**Supplied material**
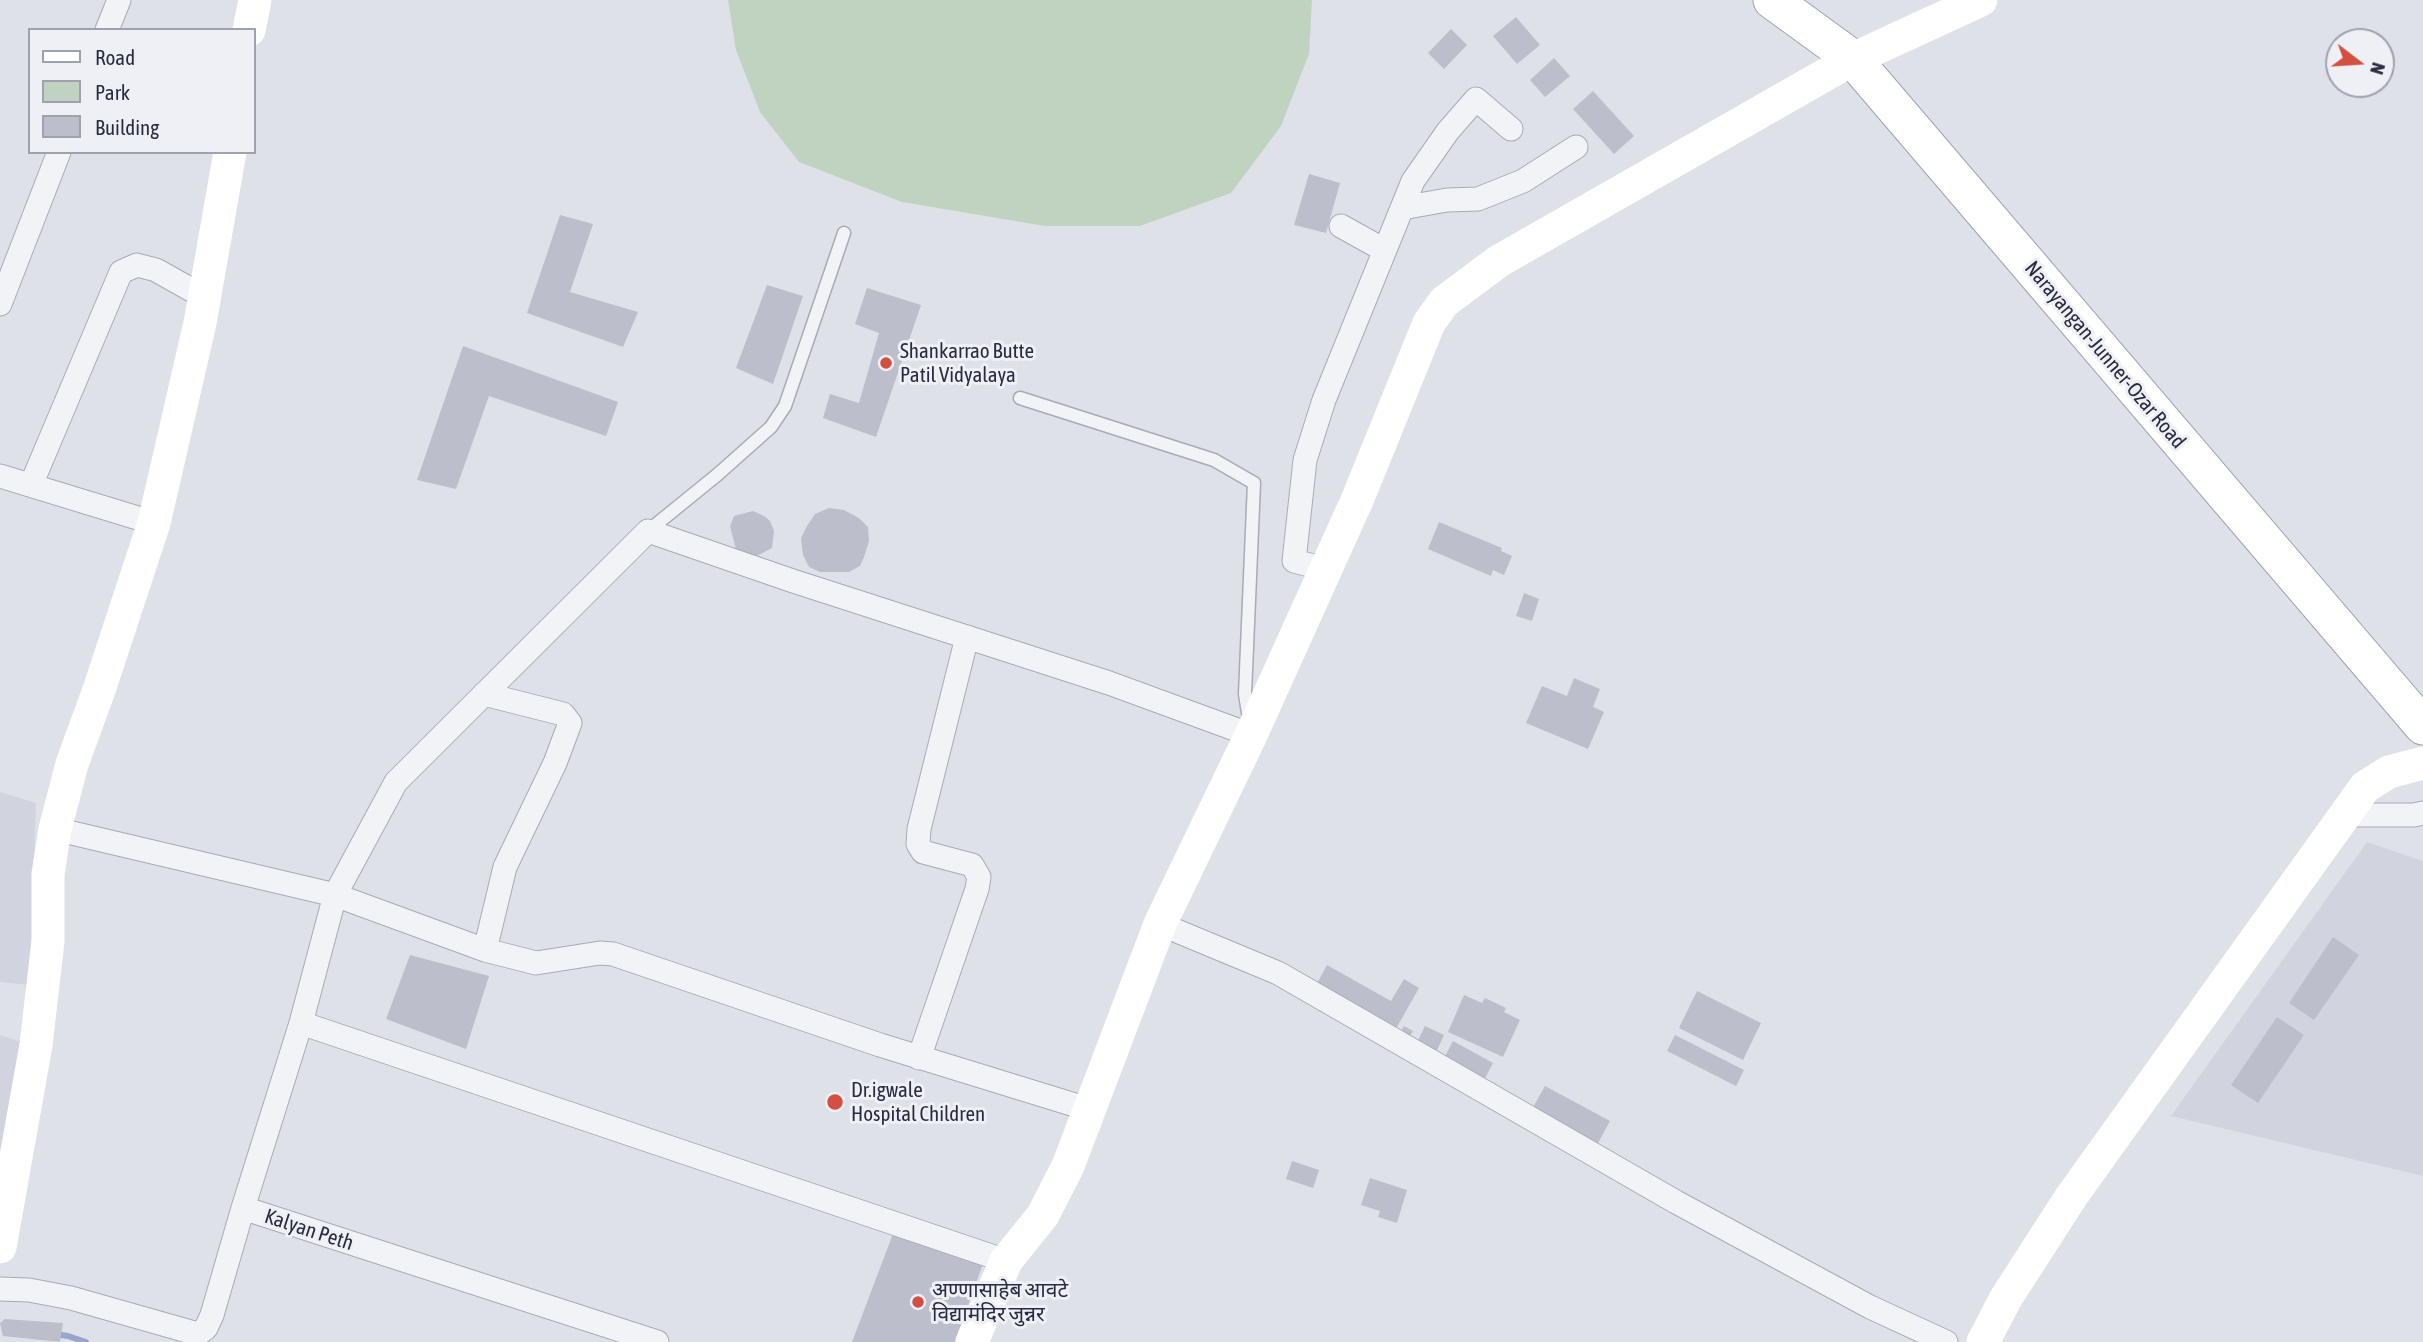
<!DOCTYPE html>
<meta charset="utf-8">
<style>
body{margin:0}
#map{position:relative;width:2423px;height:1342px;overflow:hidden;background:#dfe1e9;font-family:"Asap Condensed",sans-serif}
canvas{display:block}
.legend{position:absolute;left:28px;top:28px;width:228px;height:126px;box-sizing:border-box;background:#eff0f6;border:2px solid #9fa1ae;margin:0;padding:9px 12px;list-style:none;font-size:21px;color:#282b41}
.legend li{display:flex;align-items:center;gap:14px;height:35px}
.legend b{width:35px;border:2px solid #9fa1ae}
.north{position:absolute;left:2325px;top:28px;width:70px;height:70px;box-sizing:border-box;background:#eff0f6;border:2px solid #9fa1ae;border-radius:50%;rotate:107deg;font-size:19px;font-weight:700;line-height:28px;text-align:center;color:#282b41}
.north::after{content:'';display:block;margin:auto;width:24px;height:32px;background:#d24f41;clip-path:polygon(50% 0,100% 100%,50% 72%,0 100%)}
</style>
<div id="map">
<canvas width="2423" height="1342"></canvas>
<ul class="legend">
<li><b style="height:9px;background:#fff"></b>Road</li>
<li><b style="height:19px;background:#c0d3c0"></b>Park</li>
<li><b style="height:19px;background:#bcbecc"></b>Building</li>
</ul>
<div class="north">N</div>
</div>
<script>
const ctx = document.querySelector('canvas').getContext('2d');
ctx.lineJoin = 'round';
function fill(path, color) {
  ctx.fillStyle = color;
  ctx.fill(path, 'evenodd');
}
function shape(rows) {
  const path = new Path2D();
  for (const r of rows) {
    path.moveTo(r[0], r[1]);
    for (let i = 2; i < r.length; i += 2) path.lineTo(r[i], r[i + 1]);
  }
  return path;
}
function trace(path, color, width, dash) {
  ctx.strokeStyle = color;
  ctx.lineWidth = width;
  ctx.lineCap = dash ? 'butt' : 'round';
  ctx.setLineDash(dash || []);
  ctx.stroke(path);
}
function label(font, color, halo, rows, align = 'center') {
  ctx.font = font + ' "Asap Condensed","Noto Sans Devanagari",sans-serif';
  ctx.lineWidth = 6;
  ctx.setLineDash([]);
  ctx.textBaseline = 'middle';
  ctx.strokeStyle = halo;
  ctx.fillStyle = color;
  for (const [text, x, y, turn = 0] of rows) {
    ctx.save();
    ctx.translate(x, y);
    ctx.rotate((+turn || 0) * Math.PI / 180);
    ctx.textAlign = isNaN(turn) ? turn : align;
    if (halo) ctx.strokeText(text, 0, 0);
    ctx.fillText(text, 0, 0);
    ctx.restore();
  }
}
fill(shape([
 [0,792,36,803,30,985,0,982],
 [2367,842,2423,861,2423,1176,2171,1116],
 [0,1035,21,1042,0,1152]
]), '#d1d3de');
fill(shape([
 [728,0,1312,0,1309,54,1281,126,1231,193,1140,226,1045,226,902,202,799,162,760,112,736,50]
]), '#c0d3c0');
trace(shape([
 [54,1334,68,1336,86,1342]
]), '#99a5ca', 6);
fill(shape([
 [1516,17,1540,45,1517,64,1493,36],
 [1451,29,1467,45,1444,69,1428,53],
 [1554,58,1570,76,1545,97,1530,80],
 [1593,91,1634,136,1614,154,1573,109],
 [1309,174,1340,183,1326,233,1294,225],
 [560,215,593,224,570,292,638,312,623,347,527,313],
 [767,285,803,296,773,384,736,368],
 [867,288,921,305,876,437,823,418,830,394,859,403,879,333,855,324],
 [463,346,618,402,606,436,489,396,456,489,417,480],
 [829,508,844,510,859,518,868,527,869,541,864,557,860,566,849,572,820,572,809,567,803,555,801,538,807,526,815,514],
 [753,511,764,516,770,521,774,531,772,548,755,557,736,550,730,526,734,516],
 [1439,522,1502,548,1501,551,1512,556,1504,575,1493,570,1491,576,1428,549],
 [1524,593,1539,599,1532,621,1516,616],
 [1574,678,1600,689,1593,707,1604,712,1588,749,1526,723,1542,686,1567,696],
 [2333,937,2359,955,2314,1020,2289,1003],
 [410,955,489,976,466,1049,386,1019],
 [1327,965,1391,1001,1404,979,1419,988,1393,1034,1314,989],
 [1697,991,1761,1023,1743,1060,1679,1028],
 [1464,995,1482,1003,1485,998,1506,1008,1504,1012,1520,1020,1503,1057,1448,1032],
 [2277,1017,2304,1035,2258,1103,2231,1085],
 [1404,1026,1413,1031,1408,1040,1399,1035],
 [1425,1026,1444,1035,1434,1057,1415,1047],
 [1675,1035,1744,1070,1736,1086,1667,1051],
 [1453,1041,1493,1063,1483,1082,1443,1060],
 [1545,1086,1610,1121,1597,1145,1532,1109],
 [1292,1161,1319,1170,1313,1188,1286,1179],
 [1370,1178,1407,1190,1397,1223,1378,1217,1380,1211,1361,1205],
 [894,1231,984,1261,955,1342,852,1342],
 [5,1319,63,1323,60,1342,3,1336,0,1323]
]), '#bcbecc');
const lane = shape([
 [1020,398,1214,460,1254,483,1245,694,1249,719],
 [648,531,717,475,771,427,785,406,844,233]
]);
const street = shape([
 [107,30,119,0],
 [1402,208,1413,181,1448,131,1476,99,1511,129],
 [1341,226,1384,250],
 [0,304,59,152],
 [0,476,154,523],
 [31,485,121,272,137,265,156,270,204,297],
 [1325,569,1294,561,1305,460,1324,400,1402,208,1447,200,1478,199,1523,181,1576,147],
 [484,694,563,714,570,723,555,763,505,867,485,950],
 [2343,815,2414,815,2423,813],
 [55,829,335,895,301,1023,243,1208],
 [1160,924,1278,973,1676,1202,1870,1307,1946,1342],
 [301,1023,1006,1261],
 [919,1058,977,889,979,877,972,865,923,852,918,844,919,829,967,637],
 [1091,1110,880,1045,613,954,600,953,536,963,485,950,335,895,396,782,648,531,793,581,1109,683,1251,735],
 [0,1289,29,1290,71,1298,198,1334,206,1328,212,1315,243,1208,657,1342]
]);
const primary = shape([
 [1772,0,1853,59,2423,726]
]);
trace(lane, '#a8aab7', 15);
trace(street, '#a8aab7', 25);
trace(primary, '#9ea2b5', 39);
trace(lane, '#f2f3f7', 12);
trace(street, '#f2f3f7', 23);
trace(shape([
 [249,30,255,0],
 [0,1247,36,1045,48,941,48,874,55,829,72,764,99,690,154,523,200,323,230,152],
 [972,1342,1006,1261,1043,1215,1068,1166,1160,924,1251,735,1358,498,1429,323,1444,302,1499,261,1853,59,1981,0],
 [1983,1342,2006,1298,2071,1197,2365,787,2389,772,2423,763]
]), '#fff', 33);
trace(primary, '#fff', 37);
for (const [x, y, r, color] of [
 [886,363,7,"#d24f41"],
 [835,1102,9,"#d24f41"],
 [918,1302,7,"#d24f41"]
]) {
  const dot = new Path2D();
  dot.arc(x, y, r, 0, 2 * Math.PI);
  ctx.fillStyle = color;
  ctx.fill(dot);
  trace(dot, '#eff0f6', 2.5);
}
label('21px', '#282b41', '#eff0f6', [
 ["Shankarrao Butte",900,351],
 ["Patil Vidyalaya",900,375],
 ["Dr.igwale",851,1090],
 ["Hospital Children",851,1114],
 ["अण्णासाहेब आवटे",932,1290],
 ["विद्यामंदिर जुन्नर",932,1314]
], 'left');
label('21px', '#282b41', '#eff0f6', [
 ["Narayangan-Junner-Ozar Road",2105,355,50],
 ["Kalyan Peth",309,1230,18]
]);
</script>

**Work to be completed**
Would you retype exactly the lines above, from the line with "ctx.setLineDash([]);" to the line with "ctx.rotate((+turn || 0) * Math.PI / 180);", with both end lines kept and nothing more?

**Answer box**
  ctx.setLineDash([]);
  ctx.textBaseline = 'middle';
  ctx.strokeStyle = halo;
  ctx.fillStyle = color;
  for (const [text, x, y, turn = 0] of rows) {
    ctx.save();
    ctx.translate(x, y);
    ctx.rotate((+turn || 0) * Math.PI / 180);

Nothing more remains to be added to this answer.